ARC029 is Archer’s first compound to be selected for clinical development. Archer has worldwide rights to ARC029 for use in Alzheimer’s disease and related disorders. ARC029 was selected from approximately 1,800 chemicals in the same class to be advanced to clinical trials in Alzheimer’s for several reasons:

• The compound was one of the most proficient at lowering amyloid levels in the pre-clinical tests and models of Alzheimer’s disease.
• Very importantly, ARC029 easily crosses the blood brain barrier, and there is evidence that it accumulates in the brain, which is important for targeting Alzheimer’s disease.
• ARC029 lowers the soluble forms of toxic amyloid before they become deposits in the brain.
• ARC029 also has a beneficial impact on tau pathology (the other main aberration in Alzheimer’s) in preclinical models of the disease.
• A novel mechanism of action supports the use of ARC029 and its derivatives in early-stage Alzheimer's disease.

Background studies relevant to ARC029:

Nilvadipine has been shown to have beneficial effects in preclinical studies, such as inhibiting amyloid production, increasing amyloid clearance across the blood brain barrier, decreasing neuroinflammation and reducing tau pathology (Paris et al., 2010; Bachmeier et al., 2011; Paris et al., 2014).

In human subjects, independent research has shown that Nilvadipine may prevent cognitive decline in patients with mild cognitive impairment (MCI) and reduces the rate of conversion to full blown Alzheimer’s disease (Hanyu et al., 2007).
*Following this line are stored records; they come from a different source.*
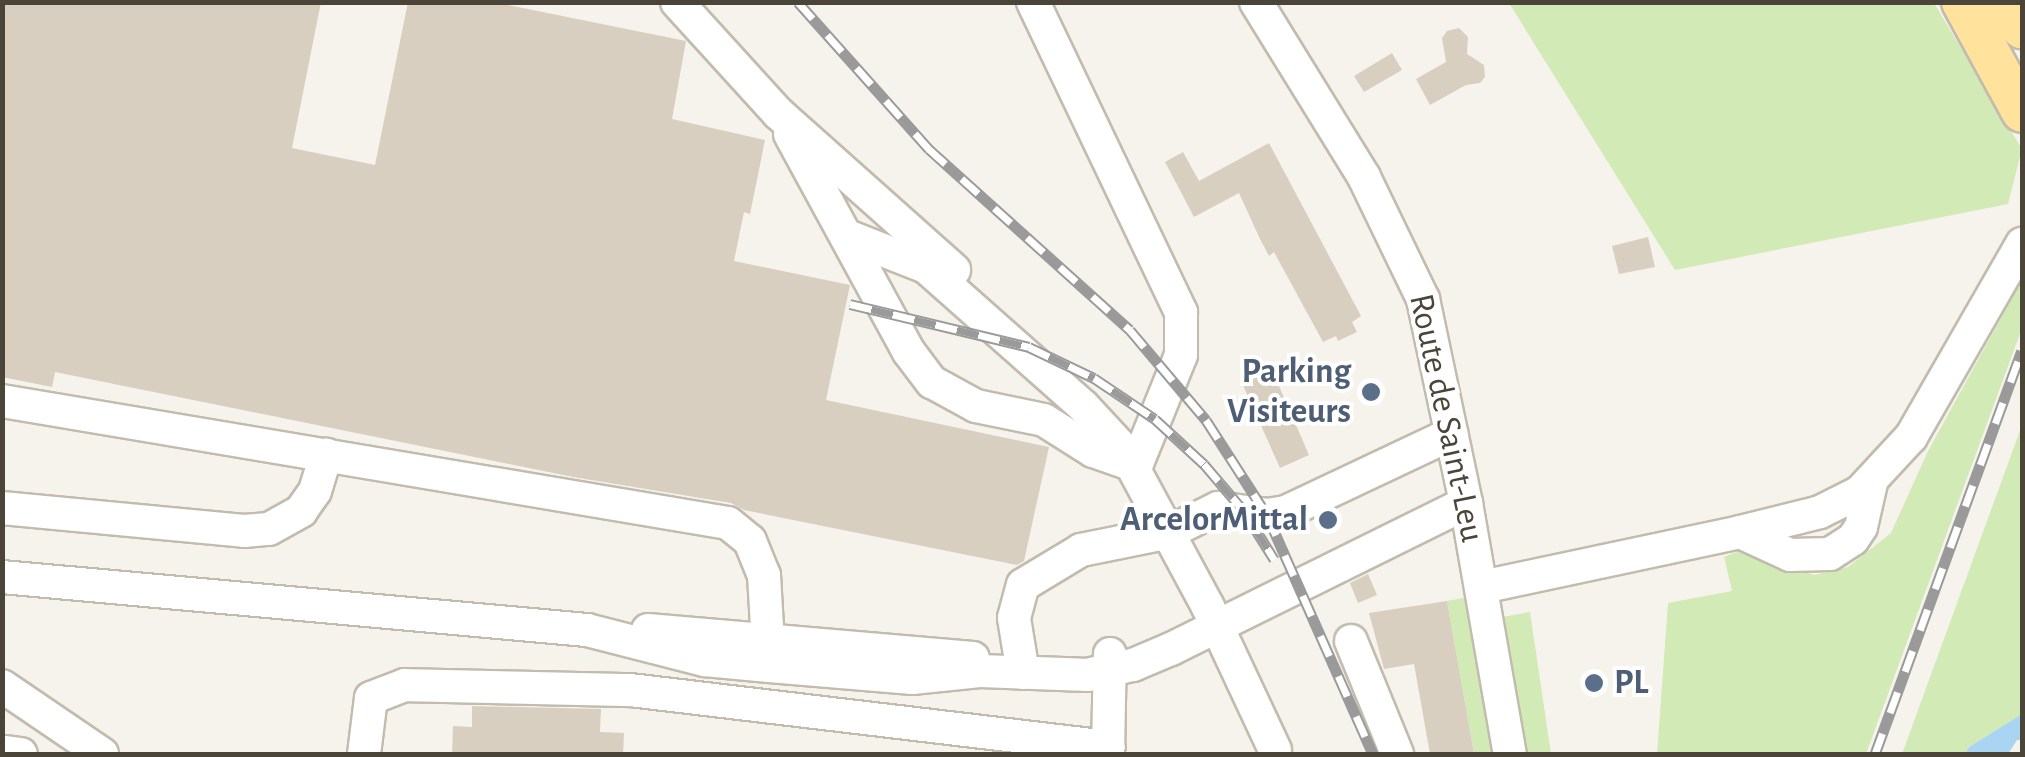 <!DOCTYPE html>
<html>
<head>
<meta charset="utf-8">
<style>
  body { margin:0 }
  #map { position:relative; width:2025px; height:757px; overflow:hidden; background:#f6f3ec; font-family:"Alegreya Sans",sans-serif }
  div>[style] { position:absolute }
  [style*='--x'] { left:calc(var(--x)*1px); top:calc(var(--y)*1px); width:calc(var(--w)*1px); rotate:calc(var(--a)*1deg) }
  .green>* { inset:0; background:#d2eab5 }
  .water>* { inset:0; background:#a9d4f2 }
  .building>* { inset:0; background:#d8cfc1 }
  .roads { filter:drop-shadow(2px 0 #c2bbae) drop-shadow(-2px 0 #c2bbae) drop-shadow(0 2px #c2bbae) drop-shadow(0 -2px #c2bbae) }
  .minor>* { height:32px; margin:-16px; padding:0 16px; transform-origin:16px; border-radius:16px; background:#fff }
  .major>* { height:40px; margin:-20px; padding:0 20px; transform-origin:20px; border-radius:20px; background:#ffe39c }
  .rail>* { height:11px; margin-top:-5.5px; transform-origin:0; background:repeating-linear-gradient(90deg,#fff 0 22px,#9a9a9a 0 44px); box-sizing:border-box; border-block:2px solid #9a9a9a }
  .dots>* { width:28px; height:28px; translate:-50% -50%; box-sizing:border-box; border:5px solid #fff; border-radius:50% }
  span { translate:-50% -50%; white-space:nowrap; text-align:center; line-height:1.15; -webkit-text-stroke:8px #fff; paint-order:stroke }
  .service-label { font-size:35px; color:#4e5e75; font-weight:700 }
  .right { translate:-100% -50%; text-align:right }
  .left { translate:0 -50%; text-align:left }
  .street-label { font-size:35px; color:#4b4439 }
  .frame { position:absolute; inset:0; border:5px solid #4b4439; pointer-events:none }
</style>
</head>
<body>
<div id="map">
  <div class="green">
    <div style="clip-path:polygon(1509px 3px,1934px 3px,2022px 149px,2008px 204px,1675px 270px)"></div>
    <div style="clip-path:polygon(2022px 280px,2022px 328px,1866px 754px,1657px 754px,1668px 603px,1732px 591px,1724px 557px,1742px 550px,1814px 575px,1848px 567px,1891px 533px,1928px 451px)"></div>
    <div style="clip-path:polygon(2022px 425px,2022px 714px,1969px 747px,1965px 754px,1902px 754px)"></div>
    <div style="clip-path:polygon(1473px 596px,1499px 754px,1474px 754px,1447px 601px)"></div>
    <div style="clip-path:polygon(1530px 612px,1551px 754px,1527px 754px,1503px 617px)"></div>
  </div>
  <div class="water">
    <div style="clip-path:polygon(2022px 714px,2022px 740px,2017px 740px,2008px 754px,1965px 754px,1969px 747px)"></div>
  </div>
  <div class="building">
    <div style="clip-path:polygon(2px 2px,321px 2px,292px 148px,375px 165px,408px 2px,493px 2px,686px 41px,672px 119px,765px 140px,750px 214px,744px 212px,734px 261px,850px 285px,826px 400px,1049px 447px,1024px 561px,1017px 565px,744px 510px,731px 503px,573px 477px,55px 372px,52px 387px,2px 377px)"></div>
    <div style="clip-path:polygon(1459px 28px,1468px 37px,1467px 54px,1484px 65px,1485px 77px,1480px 83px,1466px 85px,1430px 105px,1416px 79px,1446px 62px,1442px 38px,1447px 31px)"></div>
    <div style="clip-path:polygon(1392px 53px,1402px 70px,1364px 92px,1354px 76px)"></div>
    <div style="clip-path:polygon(1269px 143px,1361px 316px,1352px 322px,1357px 332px,1338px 341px,1336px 336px,1323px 342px,1274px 252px,1269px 256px,1260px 239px,1239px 193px,1194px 217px,1165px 162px,1183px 152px,1199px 181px)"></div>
    <div style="clip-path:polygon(1648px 237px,1655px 267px,1619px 274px,1612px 246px)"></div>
    <div style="clip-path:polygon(1272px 370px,1309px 455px,1280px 468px,1242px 383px)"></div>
    <div style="clip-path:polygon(1368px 574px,1377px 595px,1358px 603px,1350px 583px)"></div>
    <div style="clip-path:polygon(1447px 601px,1474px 754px,1430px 754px,1414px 664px,1384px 669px,1369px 613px)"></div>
    <div style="clip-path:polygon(472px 706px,601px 709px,600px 732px,624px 733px,623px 754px,452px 754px,453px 726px,472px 727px)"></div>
  </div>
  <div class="roads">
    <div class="minor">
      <div style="--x:677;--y:2;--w:150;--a:47.7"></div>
      <div style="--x:778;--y:113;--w:236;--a:41.7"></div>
      <div style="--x:1033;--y:2;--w:344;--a:64.5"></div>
      <div style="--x:1181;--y:312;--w:43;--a:90"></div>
      <div style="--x:1181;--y:355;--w:120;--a:112.1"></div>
      <div style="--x:1256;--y:2;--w:206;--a:58.3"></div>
      <div style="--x:1364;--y:177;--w:136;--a:64.2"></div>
      <div style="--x:1423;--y:299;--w:208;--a:78.1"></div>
      <div style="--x:1466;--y:503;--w:255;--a:80.1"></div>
      <div style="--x:790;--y:134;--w:248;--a:61.4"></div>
      <div style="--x:909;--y:352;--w:38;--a:53"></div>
      <div style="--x:932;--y:382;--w:50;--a:28.6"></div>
      <div style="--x:976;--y:406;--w:69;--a:11.6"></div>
      <div style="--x:1044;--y:420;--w:58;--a:32.3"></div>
      <div style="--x:1093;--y:451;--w:46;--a:19.2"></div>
      <div style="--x:847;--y:236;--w:85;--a:21.4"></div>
      <div style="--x:926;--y:267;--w:210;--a:41.5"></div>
      <div style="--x:1083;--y:406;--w:59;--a:47.1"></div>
      <div style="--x:1123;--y:449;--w:179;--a:61.7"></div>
      <div style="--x:1208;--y:607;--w:158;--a:64.9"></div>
      <div style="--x:2;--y:401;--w:736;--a:9.54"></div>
      <div style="--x:728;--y:523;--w:28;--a:39"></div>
      <div style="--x:750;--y:541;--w:37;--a:68"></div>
      <div style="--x:764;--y:575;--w:87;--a:86.7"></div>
      <div style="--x:2;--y:508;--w:243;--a:5.4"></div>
      <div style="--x:244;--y:531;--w:25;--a:-5"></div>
      <div style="--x:269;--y:529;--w:37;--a:-29"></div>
      <div style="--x:301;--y:511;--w:24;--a:-55"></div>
      <div style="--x:315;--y:491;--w:38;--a:-73"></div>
      <div style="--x:1740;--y:532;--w:55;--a:24.7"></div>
      <div style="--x:1790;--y:555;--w:40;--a:-1.4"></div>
      <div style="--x:1830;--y:554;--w:27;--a:-33"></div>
      <div style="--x:1853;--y:539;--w:14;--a:-56"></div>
      <div style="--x:1861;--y:527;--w:45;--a:-77.2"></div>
      <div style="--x:2;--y:577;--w:587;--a:5.18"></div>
      <div style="--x:587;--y:630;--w:122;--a:14.3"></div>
      <div style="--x:705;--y:660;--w:64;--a:5.4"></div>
      <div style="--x:769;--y:666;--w:144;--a:4.8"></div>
      <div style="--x:912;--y:678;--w:68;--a:-5.9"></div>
      <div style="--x:980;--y:671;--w:107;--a:2.1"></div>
      <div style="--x:1087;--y:675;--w:47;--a:-12.3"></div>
      <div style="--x:1133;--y:665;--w:41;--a:-22.8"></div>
      <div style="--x:1171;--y:649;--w:329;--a:-26.3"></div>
      <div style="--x:1482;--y:587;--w:264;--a:-12"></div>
      <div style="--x:1740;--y:532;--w:82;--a:-14"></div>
      <div style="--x:1820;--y:512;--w:45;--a:-26.6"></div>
      <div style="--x:1860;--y:492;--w:75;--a:-47.2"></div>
      <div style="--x:1911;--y:437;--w:223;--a:-60.1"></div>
      <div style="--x:648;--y:630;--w:326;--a:4.9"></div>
      <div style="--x:1351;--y:641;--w:122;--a:67.8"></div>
      <div style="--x:1023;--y:673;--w:56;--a:-99.3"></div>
      <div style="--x:1014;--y:618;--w:34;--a:-75"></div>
      <div style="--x:1023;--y:585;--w:68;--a:-31.1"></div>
      <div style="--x:1081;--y:550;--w:91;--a:-11.4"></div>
      <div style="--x:1170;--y:532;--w:54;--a:-26.6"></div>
      <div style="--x:1218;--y:508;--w:49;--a:8.1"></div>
      <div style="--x:1267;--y:515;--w:19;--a:-9"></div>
      <div style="--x:1286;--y:512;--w:183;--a:-25.3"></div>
      <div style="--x:2;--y:686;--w:121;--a:34.2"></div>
      <div style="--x:6;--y:752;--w:15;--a:8"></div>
      <div style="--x:364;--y:754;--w:56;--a:-82.9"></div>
      <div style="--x:371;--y:698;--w:36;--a:-21"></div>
      <div style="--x:405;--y:685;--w:225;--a:1.3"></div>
      <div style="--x:630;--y:690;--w:482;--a:6.8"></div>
      <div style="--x:1108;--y:754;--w:100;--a:-88.9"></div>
    </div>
    <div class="major">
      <div style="--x:1962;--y:2;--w:125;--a:61.4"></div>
      <div style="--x:1999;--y:2;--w:35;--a:49"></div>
    </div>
  </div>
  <div class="rail">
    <div style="--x:798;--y:2;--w:197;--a:48.3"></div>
    <div style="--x:929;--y:149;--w:270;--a:42"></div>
    <div style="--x:1130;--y:330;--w:118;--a:49.8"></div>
    <div style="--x:1206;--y:420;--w:113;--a:57.3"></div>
    <div style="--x:1267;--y:515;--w:261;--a:66.1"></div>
    <div style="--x:850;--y:304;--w:184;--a:13.5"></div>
    <div style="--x:1029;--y:347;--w:72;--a:25.5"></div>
    <div style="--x:1094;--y:378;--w:73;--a:33.9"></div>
    <div style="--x:1155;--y:419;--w:67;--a:42.6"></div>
    <div style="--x:1204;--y:464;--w:62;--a:49.6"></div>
    <div style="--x:1244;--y:511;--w:57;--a:58"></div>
    <div style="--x:1875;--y:754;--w:429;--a:-70"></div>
  </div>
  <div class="dots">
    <div style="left:1371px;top:392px;background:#5c6f8a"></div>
    <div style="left:1328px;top:520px;background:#5c6f8a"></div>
    <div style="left:1594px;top:683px;background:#5c6f8a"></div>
  </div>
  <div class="service-label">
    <span class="right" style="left:1351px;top:392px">Parking<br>Visiteurs</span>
    <span class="right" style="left:1308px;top:520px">ArcelorMittal</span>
    <span class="left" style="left:1614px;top:683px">PL</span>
  </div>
  <div class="street-label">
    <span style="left:1446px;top:418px;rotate:78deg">Route de Saint-Leu</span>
  </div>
  <div class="frame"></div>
</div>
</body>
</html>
Archer’s open label Phase I/IIa trial of Nilvadipine in Alzheimer’s patients demonstrated its safety and tolerability, and also showed APOE-genotype dependent stabilization of cognition and improvement in executive function over the 6 week duration (Kennelly et al., 2011a & b).

These promising findings led to the creation of the NILVAD consortium to evaluate the effects of 18 months of treatment with Nilvadipine in Alzheimer’s patients in a double-blind placebo controlled Phase III trial study conducted in nine European countries, which was completed in 2017.

ARC031 is a derivative of ARC029 which has beneficial effects on Alzheimer pathology in preclinical studies but which, in contrast to ARC029, does not dilate blood vessels and is therefore predicted not to lower blood pressure. Consequently, we anticipate being able to use higher doses of ARC031 in human studies without blood pressure related adverse events. Archer is currently planning regulatory strategies to advance ARC031 into human clinical trials.